Start of Data section

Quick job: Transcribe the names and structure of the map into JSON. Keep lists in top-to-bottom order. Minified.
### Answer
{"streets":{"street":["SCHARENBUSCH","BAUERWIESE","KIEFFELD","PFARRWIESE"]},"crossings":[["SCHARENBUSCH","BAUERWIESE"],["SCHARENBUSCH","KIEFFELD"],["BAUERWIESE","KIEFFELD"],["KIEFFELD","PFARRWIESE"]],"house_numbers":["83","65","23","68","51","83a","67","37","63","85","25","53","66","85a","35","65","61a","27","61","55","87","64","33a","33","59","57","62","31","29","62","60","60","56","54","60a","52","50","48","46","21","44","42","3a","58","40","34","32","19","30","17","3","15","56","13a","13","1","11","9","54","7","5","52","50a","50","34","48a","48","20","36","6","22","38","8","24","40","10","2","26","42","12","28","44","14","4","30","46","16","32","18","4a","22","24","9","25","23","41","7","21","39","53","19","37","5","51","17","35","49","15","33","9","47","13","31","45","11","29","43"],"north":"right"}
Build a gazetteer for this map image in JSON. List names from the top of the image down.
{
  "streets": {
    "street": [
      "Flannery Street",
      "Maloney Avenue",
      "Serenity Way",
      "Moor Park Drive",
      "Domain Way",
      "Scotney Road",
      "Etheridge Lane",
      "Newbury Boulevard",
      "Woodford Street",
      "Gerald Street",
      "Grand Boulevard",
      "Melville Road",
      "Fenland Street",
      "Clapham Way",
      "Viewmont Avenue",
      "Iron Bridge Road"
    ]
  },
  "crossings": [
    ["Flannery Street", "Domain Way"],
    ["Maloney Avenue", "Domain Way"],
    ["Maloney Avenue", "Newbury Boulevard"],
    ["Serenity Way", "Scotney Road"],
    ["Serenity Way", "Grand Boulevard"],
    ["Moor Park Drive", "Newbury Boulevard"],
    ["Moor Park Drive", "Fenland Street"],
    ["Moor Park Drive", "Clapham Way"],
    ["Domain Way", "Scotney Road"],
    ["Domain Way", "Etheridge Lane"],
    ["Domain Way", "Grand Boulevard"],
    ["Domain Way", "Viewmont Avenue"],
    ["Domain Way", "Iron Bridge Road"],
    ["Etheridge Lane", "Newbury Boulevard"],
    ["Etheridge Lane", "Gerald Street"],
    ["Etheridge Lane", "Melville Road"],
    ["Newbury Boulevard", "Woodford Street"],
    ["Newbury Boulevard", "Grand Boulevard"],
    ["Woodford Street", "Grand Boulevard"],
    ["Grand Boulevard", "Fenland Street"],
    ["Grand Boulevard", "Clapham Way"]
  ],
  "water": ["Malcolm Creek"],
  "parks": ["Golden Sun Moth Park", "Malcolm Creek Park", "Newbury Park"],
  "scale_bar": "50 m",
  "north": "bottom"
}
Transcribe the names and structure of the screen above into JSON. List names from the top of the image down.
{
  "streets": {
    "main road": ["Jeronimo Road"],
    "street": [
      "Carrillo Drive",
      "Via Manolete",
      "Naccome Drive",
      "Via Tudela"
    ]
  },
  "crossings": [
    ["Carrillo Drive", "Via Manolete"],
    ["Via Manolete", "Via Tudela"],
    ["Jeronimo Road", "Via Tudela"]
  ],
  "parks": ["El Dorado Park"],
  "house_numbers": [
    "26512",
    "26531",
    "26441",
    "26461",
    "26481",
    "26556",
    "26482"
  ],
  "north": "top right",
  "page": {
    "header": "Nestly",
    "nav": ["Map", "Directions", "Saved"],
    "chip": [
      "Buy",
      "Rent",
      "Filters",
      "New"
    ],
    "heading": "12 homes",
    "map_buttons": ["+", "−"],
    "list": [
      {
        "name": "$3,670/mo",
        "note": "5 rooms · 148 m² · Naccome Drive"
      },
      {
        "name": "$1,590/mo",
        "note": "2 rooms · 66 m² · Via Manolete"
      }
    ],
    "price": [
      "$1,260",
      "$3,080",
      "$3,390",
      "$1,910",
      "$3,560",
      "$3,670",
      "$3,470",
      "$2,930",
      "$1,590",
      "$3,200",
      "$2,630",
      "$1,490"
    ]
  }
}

End of Data section

**Problem statement**
Which lines above contain "Flannery"? Show each of them.

**Result below**
      "Flannery Street",
    ["Flannery Street", "Domain Way"],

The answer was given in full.